#### TASK REQUIREMENTS
After locating the line with "M111,811L98,830L81,834L95,814Z" in the data that follows, return it and every later line exactly, up to and including the line with "M77,497L79,529L51,530L49,498Z".

#### PROVIDED MATERIAL

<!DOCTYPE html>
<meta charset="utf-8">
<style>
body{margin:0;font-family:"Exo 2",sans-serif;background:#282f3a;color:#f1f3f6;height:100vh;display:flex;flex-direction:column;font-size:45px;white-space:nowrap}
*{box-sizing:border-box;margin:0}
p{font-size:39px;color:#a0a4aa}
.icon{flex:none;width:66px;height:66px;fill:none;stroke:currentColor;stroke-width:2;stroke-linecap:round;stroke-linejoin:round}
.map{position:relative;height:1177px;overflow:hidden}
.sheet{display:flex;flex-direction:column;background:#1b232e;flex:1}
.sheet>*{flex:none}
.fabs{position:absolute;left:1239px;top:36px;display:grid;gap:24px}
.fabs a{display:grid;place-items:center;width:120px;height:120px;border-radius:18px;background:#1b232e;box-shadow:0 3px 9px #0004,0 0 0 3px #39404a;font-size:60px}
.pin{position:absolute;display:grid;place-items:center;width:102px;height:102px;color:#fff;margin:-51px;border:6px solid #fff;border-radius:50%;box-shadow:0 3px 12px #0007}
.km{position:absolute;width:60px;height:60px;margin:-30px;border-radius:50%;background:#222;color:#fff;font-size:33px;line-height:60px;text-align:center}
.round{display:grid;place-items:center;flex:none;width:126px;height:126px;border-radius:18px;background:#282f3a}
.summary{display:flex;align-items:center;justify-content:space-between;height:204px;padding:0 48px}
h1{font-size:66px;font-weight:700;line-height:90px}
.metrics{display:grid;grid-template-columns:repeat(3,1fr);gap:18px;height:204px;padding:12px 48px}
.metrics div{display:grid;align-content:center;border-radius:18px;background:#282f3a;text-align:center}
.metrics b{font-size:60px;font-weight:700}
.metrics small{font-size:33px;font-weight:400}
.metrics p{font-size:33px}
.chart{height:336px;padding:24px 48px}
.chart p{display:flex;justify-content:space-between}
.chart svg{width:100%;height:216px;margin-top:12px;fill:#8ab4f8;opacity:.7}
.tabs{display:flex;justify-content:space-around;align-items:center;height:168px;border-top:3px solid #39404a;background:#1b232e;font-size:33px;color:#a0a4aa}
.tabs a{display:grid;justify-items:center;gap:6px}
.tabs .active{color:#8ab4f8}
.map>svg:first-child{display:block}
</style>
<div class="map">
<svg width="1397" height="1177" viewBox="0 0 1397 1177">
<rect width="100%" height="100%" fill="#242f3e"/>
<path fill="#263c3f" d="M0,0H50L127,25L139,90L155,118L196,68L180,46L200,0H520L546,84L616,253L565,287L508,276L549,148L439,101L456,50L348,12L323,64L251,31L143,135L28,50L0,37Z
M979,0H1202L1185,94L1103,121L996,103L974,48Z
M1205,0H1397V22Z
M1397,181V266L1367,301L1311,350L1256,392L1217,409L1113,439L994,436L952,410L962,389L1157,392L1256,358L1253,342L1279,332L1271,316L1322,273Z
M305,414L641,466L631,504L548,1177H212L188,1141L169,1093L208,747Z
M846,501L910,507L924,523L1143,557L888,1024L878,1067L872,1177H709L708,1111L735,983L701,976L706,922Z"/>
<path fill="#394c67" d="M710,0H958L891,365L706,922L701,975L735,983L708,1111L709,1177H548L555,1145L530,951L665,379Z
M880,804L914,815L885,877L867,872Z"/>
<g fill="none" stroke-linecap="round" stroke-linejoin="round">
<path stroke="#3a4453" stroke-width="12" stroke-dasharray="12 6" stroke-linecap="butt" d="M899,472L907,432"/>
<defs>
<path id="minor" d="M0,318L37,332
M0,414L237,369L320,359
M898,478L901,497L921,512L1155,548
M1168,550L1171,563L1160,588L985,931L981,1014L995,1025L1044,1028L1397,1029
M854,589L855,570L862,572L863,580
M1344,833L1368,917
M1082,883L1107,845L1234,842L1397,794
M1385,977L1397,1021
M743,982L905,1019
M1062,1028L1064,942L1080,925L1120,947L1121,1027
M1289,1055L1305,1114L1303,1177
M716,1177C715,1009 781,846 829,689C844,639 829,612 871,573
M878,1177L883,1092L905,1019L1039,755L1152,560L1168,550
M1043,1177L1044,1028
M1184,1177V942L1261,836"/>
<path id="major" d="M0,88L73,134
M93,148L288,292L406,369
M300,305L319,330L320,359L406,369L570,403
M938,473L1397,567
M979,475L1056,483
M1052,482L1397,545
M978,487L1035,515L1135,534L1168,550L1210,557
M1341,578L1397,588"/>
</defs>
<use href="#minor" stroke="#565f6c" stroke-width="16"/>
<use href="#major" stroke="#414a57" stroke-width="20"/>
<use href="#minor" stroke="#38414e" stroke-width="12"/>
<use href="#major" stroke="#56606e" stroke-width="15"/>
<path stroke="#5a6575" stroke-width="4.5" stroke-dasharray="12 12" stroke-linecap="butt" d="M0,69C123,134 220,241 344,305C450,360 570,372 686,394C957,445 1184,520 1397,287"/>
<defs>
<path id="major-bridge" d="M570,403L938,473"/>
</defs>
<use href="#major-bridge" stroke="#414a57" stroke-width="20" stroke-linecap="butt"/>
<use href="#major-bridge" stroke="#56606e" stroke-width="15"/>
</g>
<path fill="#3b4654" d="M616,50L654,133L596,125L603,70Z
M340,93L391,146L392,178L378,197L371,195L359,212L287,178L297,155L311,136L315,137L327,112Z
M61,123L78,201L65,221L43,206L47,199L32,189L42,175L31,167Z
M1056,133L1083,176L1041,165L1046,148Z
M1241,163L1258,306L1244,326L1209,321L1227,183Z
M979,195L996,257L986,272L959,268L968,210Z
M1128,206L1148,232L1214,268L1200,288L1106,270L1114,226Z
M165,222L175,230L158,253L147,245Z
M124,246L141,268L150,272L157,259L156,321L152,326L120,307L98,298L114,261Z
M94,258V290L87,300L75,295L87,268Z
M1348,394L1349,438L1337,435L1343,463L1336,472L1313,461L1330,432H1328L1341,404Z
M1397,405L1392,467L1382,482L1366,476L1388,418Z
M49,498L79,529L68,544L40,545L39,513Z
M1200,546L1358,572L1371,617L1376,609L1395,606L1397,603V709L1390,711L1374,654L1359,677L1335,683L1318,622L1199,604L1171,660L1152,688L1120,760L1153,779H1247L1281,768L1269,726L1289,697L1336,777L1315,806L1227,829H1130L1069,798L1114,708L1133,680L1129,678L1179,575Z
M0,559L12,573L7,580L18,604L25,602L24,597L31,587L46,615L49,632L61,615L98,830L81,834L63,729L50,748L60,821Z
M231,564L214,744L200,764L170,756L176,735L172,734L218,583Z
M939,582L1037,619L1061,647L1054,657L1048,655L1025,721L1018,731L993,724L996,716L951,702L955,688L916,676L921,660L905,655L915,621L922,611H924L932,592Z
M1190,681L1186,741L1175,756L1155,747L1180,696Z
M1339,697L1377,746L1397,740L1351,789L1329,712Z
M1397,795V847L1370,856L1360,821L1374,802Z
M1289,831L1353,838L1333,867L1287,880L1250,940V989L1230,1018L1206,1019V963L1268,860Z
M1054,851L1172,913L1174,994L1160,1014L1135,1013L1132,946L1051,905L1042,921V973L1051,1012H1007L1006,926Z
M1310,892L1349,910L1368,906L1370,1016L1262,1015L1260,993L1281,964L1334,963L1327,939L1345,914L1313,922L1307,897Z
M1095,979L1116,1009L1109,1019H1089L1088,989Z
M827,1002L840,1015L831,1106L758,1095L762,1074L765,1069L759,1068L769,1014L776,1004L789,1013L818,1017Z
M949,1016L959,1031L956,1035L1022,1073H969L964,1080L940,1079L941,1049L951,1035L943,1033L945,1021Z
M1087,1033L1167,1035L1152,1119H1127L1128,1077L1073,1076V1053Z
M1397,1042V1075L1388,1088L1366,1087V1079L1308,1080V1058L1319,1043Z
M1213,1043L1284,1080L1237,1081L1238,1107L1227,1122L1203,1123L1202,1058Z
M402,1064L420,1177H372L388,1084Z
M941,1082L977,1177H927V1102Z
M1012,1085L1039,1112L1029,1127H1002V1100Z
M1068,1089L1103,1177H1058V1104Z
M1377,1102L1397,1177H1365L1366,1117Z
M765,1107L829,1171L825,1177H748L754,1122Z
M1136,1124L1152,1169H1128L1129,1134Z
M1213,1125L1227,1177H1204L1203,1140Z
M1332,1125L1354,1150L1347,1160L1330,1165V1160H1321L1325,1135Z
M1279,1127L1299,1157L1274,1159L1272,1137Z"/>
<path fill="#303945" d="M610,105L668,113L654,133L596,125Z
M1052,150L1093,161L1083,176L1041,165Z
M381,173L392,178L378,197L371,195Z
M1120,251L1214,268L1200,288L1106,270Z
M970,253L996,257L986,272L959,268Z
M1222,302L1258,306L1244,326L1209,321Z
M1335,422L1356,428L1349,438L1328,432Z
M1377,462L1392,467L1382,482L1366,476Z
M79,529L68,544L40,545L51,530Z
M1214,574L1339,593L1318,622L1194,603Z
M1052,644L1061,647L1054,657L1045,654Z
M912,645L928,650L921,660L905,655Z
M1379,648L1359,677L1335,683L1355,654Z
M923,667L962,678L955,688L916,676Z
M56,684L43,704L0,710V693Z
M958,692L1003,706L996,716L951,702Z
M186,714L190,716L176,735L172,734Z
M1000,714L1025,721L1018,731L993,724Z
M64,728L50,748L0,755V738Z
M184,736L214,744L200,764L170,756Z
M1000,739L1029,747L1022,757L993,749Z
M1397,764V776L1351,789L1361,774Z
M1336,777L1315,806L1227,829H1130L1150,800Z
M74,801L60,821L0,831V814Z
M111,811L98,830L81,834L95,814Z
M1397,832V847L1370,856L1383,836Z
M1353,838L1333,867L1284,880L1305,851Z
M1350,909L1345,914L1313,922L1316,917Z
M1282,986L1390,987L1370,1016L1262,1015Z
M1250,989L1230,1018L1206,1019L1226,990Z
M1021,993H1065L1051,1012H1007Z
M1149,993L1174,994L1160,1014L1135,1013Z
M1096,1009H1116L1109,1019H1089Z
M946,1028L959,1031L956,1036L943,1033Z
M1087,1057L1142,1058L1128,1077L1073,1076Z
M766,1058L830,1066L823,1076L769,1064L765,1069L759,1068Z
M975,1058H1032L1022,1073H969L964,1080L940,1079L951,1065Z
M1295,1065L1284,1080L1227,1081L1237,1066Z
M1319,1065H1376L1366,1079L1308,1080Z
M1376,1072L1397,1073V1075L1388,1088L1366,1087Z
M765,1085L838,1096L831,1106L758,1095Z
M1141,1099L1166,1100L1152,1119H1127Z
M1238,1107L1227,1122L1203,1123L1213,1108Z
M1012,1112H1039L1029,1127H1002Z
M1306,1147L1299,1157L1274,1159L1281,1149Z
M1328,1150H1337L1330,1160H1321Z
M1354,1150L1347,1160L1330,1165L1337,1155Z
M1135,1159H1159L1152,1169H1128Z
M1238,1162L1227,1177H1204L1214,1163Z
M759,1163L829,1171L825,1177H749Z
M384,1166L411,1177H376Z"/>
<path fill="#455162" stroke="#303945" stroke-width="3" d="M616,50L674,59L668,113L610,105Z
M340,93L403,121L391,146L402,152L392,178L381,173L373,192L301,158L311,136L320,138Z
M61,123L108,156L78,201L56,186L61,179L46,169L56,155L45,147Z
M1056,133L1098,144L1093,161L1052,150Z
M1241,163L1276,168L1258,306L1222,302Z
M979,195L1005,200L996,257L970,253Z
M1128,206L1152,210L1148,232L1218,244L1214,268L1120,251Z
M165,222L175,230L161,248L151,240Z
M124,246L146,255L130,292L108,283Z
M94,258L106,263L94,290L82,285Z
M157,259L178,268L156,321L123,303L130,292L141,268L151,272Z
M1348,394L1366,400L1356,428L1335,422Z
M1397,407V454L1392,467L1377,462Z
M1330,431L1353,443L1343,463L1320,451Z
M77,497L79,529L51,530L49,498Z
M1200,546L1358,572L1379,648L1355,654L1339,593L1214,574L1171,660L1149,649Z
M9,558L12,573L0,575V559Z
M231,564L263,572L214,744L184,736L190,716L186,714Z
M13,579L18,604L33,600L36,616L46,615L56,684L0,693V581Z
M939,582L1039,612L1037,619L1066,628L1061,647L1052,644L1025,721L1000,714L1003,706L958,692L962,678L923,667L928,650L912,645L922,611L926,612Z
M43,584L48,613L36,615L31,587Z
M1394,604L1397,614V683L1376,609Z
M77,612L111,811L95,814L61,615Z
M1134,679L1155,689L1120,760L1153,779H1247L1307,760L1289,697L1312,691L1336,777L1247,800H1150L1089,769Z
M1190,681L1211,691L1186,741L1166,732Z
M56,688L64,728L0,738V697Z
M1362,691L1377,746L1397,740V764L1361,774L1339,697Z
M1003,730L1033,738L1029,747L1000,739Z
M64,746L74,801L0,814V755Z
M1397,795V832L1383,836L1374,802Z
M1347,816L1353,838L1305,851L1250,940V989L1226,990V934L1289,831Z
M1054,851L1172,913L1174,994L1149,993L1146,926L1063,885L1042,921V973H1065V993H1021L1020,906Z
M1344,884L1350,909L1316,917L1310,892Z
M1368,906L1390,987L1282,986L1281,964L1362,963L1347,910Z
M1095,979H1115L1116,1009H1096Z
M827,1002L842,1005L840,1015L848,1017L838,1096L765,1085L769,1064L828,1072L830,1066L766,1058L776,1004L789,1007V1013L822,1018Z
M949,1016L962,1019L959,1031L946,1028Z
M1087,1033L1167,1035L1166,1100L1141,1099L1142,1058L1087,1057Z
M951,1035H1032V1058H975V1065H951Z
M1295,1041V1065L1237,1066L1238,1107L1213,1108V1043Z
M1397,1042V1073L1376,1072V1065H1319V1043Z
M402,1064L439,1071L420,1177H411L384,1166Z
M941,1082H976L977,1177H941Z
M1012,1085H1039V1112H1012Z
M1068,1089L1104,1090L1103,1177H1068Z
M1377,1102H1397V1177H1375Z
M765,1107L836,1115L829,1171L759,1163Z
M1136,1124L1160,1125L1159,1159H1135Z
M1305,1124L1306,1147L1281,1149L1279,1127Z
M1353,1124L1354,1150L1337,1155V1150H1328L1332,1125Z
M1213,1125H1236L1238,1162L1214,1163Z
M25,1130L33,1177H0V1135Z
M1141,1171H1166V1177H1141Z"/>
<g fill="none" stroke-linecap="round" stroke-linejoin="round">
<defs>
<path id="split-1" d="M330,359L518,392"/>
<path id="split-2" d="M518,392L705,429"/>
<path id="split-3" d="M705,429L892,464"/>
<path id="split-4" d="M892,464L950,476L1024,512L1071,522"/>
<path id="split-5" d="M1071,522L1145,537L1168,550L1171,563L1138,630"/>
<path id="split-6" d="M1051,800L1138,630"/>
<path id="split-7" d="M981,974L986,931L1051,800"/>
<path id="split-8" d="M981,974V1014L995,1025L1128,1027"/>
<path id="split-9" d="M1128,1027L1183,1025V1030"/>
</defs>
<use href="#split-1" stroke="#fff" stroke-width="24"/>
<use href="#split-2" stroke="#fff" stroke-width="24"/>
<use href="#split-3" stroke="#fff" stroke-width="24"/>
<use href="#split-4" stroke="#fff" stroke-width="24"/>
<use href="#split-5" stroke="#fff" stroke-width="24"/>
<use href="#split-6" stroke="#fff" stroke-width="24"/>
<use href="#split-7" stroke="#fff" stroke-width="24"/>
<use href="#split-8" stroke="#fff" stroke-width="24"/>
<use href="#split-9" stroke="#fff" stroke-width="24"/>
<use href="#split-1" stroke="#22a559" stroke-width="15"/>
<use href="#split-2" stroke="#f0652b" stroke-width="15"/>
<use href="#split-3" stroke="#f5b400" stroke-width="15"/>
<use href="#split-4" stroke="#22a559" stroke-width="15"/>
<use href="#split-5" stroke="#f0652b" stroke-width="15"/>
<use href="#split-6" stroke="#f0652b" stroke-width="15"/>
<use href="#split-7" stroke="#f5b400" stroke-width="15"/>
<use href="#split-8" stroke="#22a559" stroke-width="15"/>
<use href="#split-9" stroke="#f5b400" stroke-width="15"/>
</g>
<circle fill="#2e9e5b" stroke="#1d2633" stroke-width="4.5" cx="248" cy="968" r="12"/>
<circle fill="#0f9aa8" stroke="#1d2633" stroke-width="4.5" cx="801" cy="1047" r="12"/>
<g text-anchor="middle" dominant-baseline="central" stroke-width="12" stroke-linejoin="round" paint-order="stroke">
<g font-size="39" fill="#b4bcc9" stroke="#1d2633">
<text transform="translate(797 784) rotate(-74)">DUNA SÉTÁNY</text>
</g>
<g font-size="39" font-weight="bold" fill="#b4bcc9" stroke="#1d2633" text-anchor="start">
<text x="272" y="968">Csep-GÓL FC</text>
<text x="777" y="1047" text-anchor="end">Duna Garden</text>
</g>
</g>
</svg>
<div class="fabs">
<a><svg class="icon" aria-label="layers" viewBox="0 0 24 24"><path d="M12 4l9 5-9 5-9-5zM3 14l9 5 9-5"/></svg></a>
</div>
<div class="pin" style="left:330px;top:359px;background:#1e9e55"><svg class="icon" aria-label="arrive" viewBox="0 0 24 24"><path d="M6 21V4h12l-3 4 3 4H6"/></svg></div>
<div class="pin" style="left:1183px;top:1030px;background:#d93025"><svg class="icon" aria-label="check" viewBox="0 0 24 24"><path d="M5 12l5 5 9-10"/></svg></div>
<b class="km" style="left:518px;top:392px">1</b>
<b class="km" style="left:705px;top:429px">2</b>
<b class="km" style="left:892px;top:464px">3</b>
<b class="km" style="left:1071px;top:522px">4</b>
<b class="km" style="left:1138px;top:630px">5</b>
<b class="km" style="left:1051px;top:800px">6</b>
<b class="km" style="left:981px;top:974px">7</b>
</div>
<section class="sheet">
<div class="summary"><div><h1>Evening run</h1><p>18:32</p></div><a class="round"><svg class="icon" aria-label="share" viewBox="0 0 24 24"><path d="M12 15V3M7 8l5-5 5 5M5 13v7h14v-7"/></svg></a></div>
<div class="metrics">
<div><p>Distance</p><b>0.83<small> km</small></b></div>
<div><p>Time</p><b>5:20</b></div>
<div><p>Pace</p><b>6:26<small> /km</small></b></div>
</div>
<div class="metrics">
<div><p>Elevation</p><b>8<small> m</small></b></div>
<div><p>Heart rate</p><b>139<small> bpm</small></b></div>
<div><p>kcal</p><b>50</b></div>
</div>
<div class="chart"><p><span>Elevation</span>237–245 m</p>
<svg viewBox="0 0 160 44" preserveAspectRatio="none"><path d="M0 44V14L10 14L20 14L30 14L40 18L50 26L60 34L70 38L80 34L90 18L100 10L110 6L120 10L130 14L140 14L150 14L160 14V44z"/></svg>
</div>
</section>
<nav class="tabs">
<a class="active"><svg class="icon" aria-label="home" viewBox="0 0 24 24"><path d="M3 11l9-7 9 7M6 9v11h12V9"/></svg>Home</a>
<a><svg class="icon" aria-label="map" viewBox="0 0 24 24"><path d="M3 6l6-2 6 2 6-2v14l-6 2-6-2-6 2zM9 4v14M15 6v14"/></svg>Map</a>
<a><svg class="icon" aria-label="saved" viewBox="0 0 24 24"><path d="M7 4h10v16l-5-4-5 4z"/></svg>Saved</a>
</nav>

#### OUTPUT
M111,811L98,830L81,834L95,814Z
M1397,832V847L1370,856L1383,836Z
M1353,838L1333,867L1284,880L1305,851Z
M1350,909L1345,914L1313,922L1316,917Z
M1282,986L1390,987L1370,1016L1262,1015Z
M1250,989L1230,1018L1206,1019L1226,990Z
M1021,993H1065L1051,1012H1007Z
M1149,993L1174,994L1160,1014L1135,1013Z
M1096,1009H1116L1109,1019H1089Z
M946,1028L959,1031L956,1036L943,1033Z
M1087,1057L1142,1058L1128,1077L1073,1076Z
M766,1058L830,1066L823,1076L769,1064L765,1069L759,1068Z
M975,1058H1032L1022,1073H969L964,1080L940,1079L951,1065Z
M1295,1065L1284,1080L1227,1081L1237,1066Z
M1319,1065H1376L1366,1079L1308,1080Z
M1376,1072L1397,1073V1075L1388,1088L1366,1087Z
M765,1085L838,1096L831,1106L758,1095Z
M1141,1099L1166,1100L1152,1119H1127Z
M1238,1107L1227,1122L1203,1123L1213,1108Z
M1012,1112H1039L1029,1127H1002Z
M1306,1147L1299,1157L1274,1159L1281,1149Z
M1328,1150H1337L1330,1160H1321Z
M1354,1150L1347,1160L1330,1165L1337,1155Z
M1135,1159H1159L1152,1169H1128Z
M1238,1162L1227,1177H1204L1214,1163Z
M759,1163L829,1171L825,1177H749Z
M384,1166L411,1177H376Z"/>
<path fill="#455162" stroke="#303945" stroke-width="3" d="M616,50L674,59L668,113L610,105Z
M340,93L403,121L391,146L402,152L392,178L381,173L373,192L301,158L311,136L320,138Z
M61,123L108,156L78,201L56,186L61,179L46,169L56,155L45,147Z
M1056,133L1098,144L1093,161L1052,150Z
M1241,163L1276,168L1258,306L1222,302Z
M979,195L1005,200L996,257L970,253Z
M1128,206L1152,210L1148,232L1218,244L1214,268L1120,251Z
M165,222L175,230L161,248L151,240Z
M124,246L146,255L130,292L108,283Z
M94,258L106,263L94,290L82,285Z
M157,259L178,268L156,321L123,303L130,292L141,268L151,272Z
M1348,394L1366,400L1356,428L1335,422Z
M1397,407V454L1392,467L1377,462Z
M1330,431L1353,443L1343,463L1320,451Z
M77,497L79,529L51,530L49,498Z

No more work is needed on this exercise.